Airplanes, gas masks, and bombs were common images in wartime Japan. Yet amid these emblems of anxiety, tasty caramels were offered to children with paper gas masks as promotional giveaways, and magazines featured everything from attractive models in the latest civil defense fashion to futuristic weapons.
 
Gas Mask Nation
explores the multilayered construction of an anxious yet perversely pleasurable visual culture of Japanese civil air defense—or bōkū—through a diverse range of artworks, photographs, films and newsreels, magazine illustrations, postcards, cartoons, advertising, fashion, everyday goods, government posters, and state propaganda. Gennifer Weisenfeld reveals the immersive aspects of this culture, in which Japan’s imperial subjects were mobilized to regularly perform highly orchestrated civil air defense drills throughout the country.
 
The war years in Japan are often portrayed as a landscape of privation and suppression under the censorship of the war machine.

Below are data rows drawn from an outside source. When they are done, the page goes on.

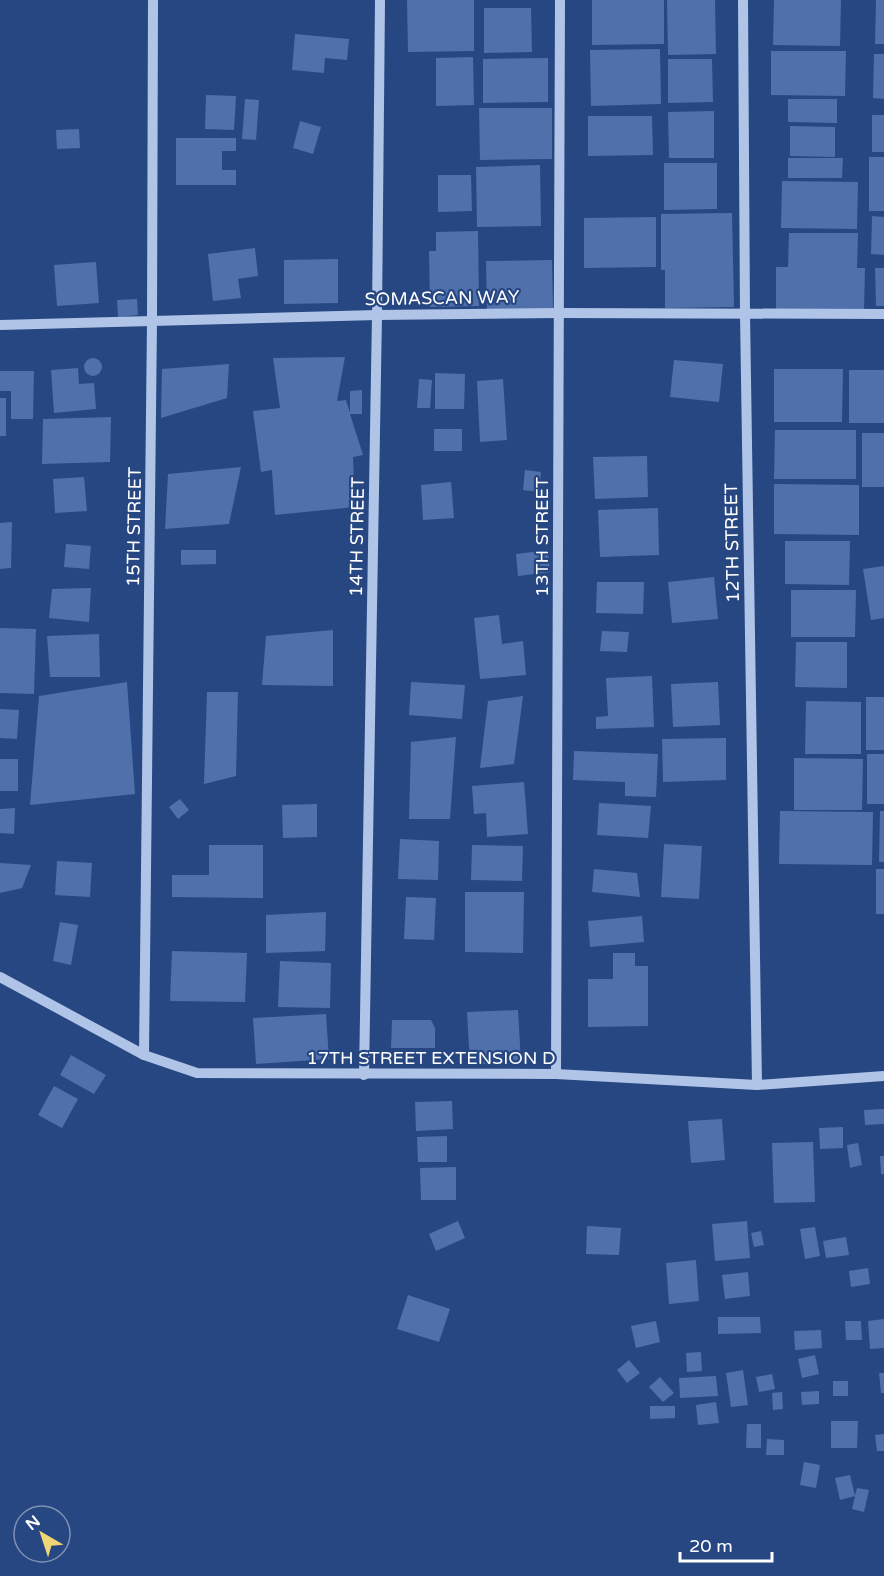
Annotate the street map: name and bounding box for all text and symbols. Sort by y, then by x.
street label: SOMASCAN WAY [364,286,520,310]
street label: 15TH STREET [122,467,146,587]
street label: 14TH STREET [345,477,369,597]
street label: 13TH STREET [531,477,553,597]
street label: 12TH STREET [720,483,744,603]
street label: 17TH STREET EXTENSION D [306,1047,556,1069]
north arrow [12,1504,72,1564]
text: N [22,1511,44,1535]
scale bar [680,1525,772,1563]
text: 20 m [689,1535,733,1557]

But alongside the horrors, pleasure, desire, wonder, creativity, and humor were all still abundantly present in a period before air raids went from being a fearful specter to a deadly reality.
 
Gennifer Weisenfeld is the Walter H. Annenberg Distinguished Professor of Art, Art History, and Visual Studies at Duke University. She is the author of Mavo: Japanese Artists and the Avant-Garde, 1905-1931 and Imaging Disaster: Tokyo and the Visual Culture of Japan’s Great Earthquake of 1923 as well as a core contributing author on MIT’s award-winning website Visualizing Cultures.